---- PROVIDED DATA

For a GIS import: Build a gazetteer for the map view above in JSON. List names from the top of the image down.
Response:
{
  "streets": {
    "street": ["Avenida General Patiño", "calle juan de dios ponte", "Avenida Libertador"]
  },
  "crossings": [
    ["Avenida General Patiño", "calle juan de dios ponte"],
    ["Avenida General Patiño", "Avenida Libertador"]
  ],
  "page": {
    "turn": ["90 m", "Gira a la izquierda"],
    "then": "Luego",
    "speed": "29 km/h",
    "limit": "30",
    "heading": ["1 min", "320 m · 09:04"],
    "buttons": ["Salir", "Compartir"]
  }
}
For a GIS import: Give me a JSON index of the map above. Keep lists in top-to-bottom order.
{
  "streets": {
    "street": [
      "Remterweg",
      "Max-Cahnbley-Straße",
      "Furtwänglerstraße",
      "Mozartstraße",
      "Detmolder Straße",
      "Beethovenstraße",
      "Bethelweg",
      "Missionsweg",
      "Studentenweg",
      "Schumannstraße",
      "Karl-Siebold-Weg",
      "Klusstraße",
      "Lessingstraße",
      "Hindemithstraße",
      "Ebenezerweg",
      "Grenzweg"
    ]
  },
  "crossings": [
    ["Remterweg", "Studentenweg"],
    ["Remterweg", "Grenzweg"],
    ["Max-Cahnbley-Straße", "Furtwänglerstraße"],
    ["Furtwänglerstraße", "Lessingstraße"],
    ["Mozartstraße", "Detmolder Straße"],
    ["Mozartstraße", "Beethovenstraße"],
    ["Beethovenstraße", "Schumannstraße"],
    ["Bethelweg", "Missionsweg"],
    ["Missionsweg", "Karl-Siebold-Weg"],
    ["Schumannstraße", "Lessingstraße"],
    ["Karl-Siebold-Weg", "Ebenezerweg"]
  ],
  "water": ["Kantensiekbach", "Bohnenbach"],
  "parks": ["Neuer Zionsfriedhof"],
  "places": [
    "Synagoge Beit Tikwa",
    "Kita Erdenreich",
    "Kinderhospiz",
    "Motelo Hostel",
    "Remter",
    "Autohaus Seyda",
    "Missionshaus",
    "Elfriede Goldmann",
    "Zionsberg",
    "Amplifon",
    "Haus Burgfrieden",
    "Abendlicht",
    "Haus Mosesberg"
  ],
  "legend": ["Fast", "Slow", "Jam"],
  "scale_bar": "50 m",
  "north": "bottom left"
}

--------

→ **EXERCISE REQUIREMENTS**:
Repeat the material in full, exactly as it reads.

→ **TASK SOLUTION**:
For a GIS import: Build a gazetteer for the map view above in JSON. List names from the top of the image down.
Response:
{
  "streets": {
    "street": ["Avenida General Patiño", "calle juan de dios ponte", "Avenida Libertador"]
  },
  "crossings": [
    ["Avenida General Patiño", "calle juan de dios ponte"],
    ["Avenida General Patiño", "Avenida Libertador"]
  ],
  "page": {
    "turn": ["90 m", "Gira a la izquierda"],
    "then": "Luego",
    "speed": "29 km/h",
    "limit": "30",
    "heading": ["1 min", "320 m · 09:04"],
    "buttons": ["Salir", "Compartir"]
  }
}
For a GIS import: Give me a JSON index of the map above. Keep lists in top-to-bottom order.
{
  "streets": {
    "street": [
      "Remterweg",
      "Max-Cahnbley-Straße",
      "Furtwänglerstraße",
      "Mozartstraße",
      "Detmolder Straße",
      "Beethovenstraße",
      "Bethelweg",
      "Missionsweg",
      "Studentenweg",
      "Schumannstraße",
      "Karl-Siebold-Weg",
      "Klusstraße",
      "Lessingstraße",
      "Hindemithstraße",
      "Ebenezerweg",
      "Grenzweg"
    ]
  },
  "crossings": [
    ["Remterweg", "Studentenweg"],
    ["Remterweg", "Grenzweg"],
    ["Max-Cahnbley-Straße", "Furtwänglerstraße"],
    ["Furtwänglerstraße", "Lessingstraße"],
    ["Mozartstraße", "Detmolder Straße"],
    ["Mozartstraße", "Beethovenstraße"],
    ["Beethovenstraße", "Schumannstraße"],
    ["Bethelweg", "Missionsweg"],
    ["Missionsweg", "Karl-Siebold-Weg"],
    ["Schumannstraße", "Lessingstraße"],
    ["Karl-Siebold-Weg", "Ebenezerweg"]
  ],
  "water": ["Kantensiekbach", "Bohnenbach"],
  "parks": ["Neuer Zionsfriedhof"],
  "places": [
    "Synagoge Beit Tikwa",
    "Kita Erdenreich",
    "Kinderhospiz",
    "Motelo Hostel",
    "Remter",
    "Autohaus Seyda",
    "Missionshaus",
    "Elfriede Goldmann",
    "Zionsberg",
    "Amplifon",
    "Haus Burgfrieden",
    "Abendlicht",
    "Haus Mosesberg"
  ],
  "legend": ["Fast", "Slow", "Jam"],
  "scale_bar": "50 m",
  "north": "bottom left"
}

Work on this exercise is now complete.